Bicentenaire de la naissance de Jules Simon
Jules Simon (1814-1896), qui fut l'un des hommes d'État les plus importants de la Troisième République, fut aussi avec Victor Hugo l'un des principaux partisans de l'abolition de la peine de mort en France au XIXe siècle.
Jules Simon est né à Lorient le 27 décembre 1814, au tout début de la Restauration. En vingt-cinq ans, la France a vu la fin de l’Ancien Régime, de la République puis de l’Empire, et le retour de la famille royale au pouvoir ne réussit pas longtemps à réunir le pays dans un siècle marqué par les brusques changements de régime. Tout comme celle de Victor Hugo, son modèle d’écrivain et d’orateur, son devancier aussi dans le combat pour l’abolition de la peine de mort, la vie de Jules Simon suit une trajectoire mouvementée jusqu’aux dernières années du XIXe siècle.
À l’époque de la révolution de 1830, qui met Louis-Philippe sur le trône en lieu et place du vieux comte d’Artois Charles X, Jules Simon est élève au collège de Vannes qui porte aujourd’hui son nom. L’accession au trône de la maison d’Orléans, branche cadette de la maison de Bourbon, occasionne des querelles entre « orléanistes » et « légitimistes » et la « monarchie de Juillet », ainsi baptisée en référence aux trois « glorieuses » journées d’insurrection des 27, 28 et 29 juillet 1830, est particulièrement mal accueillie par les chouans encore nombreux en Bretagne et en Vendée. Profondément « carlistes », ils rêvent d’un retour à l’ordre ancien, même s’ils savent aussi que l’âge d’or de la chouannerie, le temps des Guillemot et des Cadoudal, est révolu.

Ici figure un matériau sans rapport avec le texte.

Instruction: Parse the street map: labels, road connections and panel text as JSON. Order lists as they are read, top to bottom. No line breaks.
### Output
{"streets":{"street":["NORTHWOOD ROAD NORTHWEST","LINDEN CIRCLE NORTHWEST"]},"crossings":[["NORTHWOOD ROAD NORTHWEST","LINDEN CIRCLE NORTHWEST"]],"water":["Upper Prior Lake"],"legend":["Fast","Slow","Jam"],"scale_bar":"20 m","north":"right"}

Tel est le cadre historique des événements évoqués dans La Peine de mort (1869) et L’Affaire Nayl (1883), deux récits plus ou moins identiques présentés comme des témoignages autobiographiques même s'il est clair que Jules Simon, qui prétend avoir seulement modifié les noms des personnages principaux, a inventé tout ou partie des faits.

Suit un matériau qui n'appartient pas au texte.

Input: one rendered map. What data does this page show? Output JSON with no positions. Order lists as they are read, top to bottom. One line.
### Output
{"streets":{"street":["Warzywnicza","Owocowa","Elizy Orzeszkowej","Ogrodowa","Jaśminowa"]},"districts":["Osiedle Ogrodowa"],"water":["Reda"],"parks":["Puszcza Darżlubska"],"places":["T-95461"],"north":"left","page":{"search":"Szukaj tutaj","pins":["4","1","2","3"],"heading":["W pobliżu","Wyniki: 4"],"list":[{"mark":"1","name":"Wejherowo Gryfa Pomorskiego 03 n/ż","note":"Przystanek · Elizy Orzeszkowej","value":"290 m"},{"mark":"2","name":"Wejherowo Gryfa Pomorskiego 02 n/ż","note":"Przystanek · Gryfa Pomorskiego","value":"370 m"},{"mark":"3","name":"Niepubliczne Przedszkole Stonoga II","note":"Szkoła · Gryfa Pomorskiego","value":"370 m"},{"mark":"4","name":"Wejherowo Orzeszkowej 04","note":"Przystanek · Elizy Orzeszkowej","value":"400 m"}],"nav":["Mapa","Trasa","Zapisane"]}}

À Vannes, trois frères appelés Nayl, Yvonic, Jean-Pierre et Jean-Louis, sont condamnés à mort pour l’assassinat de M. Brossard, le maire de Bignan, adversaire déclaré des chouans ; car ce n’est même pas un « blanc », partisan de la monarchie, mais un « bleu », démocrate convaincu ; en tant que fonctionnaire destitué à la Restauration, il est impatient de voir revenir la République. Tout parle contre les frères Nayl, leurs antécédents, leurs fréquentations, leurs propos, leurs silences, et même une pièce à conviction de taille puisque le chapeau de Jean-Pierre Nayl est retrouvé sur les lieux. Et pourtant personne ne peut croire que des garçons si intègres aient pu perpétrer un crime si lâche, car M. Brossard a été assassiné de plusieurs coups de couteau pendant son sommeil.

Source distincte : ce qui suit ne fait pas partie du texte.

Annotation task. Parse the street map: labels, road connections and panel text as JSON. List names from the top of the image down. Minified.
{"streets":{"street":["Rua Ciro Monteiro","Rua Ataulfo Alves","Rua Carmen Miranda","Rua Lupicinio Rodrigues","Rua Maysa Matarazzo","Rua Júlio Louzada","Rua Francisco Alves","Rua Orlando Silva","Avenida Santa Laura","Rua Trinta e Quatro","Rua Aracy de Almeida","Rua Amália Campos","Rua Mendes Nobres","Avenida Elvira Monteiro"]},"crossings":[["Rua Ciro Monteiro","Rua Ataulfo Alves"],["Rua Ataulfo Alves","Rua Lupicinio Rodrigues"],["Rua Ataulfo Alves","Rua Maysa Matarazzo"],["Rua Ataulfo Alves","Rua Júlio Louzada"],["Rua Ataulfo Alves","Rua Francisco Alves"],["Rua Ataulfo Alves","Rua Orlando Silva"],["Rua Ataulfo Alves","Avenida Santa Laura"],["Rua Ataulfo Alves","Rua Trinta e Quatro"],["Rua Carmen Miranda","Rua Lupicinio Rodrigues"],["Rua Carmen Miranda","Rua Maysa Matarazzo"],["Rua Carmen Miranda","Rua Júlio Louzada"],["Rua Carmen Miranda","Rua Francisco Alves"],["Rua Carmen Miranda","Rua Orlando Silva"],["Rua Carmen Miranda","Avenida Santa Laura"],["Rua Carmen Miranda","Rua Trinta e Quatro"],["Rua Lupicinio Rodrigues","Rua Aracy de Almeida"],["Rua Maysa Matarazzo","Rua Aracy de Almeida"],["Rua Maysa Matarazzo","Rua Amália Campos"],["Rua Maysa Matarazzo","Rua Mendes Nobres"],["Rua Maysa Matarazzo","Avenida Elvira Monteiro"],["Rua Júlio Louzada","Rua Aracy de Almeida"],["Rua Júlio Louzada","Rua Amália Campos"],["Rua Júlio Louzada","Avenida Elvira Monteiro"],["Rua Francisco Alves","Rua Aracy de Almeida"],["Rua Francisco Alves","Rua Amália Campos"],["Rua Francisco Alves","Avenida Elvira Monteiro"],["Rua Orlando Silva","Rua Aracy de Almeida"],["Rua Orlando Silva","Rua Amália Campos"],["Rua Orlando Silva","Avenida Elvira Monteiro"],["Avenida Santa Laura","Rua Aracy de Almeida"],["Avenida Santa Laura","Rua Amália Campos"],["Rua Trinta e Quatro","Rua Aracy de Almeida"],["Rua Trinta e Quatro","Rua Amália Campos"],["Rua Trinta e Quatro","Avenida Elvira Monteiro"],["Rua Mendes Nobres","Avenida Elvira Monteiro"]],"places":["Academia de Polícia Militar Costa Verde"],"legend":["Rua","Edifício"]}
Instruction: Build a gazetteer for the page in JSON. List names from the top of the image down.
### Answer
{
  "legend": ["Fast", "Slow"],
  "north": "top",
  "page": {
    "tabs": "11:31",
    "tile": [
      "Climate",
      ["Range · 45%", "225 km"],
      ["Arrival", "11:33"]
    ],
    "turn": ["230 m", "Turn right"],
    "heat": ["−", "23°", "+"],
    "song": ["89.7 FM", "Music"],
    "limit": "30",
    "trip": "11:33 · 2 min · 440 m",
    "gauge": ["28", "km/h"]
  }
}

À l'en croire, Jules Simon consigne minutieusement les nombreuses péripéties de cette affaire, où il prend d’ailleurs une part non négligeable, dans un manuscrit qu’il lit ensuite à l’abbé Moisan, l’aumônier de la prison de Vannes en charge des condamnés à mort, qui lui fait jurer de le publier un jour. « Si jamais tu deviens auteur », précise-t-il. Et en effet, au fil des ans, Jules Simon joue un rôle de plus en plus important dans le paysage intellectuel et politique français.
Après une scolarité au lycée de Rennes puis des études à l’École normale supérieure, Jules Simon devient professeur de philosophie et suppléant de Victor Cousin à la Sorbonne. Il collabore à la Revue des deux Mondes, fonde la Société démocratique des libres-penseurs. Puis, après une défaite aux législatives à Lannion en 1847, il devient député des Côtes-du-Nord en 1848 et siège ainsi à la Constituante.
Le retour de la République ressuscite des débats ouverts puis laissés en suspens à la Révolution parmi lesquels un ambitieux projet de refonte générale du Code pénal qui pour la première fois pose publiquement la question de la peine de mort en France. Inspiré de L’Esprit des lois (1748) de Montesquieu tout autant que des Délits et des peines (1764) de Beccaria, ce projet emblématique de la philosophie des Lumières tend non seulement à adoucir les peines mais surtout à les mesurer à proportion des torts. Il est difficile d’éluder la question de la peine de mort dans une telle perspective. Faut-il la maintenir ou l’abolir ? S’il faut la maintenir dans la loi, faut-il l’appliquer ou l’éviter au maximum ? S’il faut l’appliquer dans les faits, faut-il la réserver à un type de crime ou de criminel en particulier ? Faut-il administrer la mort seule ou bien l’accompagner de tortures supplémentaires ? Faut-il que les exécutions soient publiques ou secrètes ?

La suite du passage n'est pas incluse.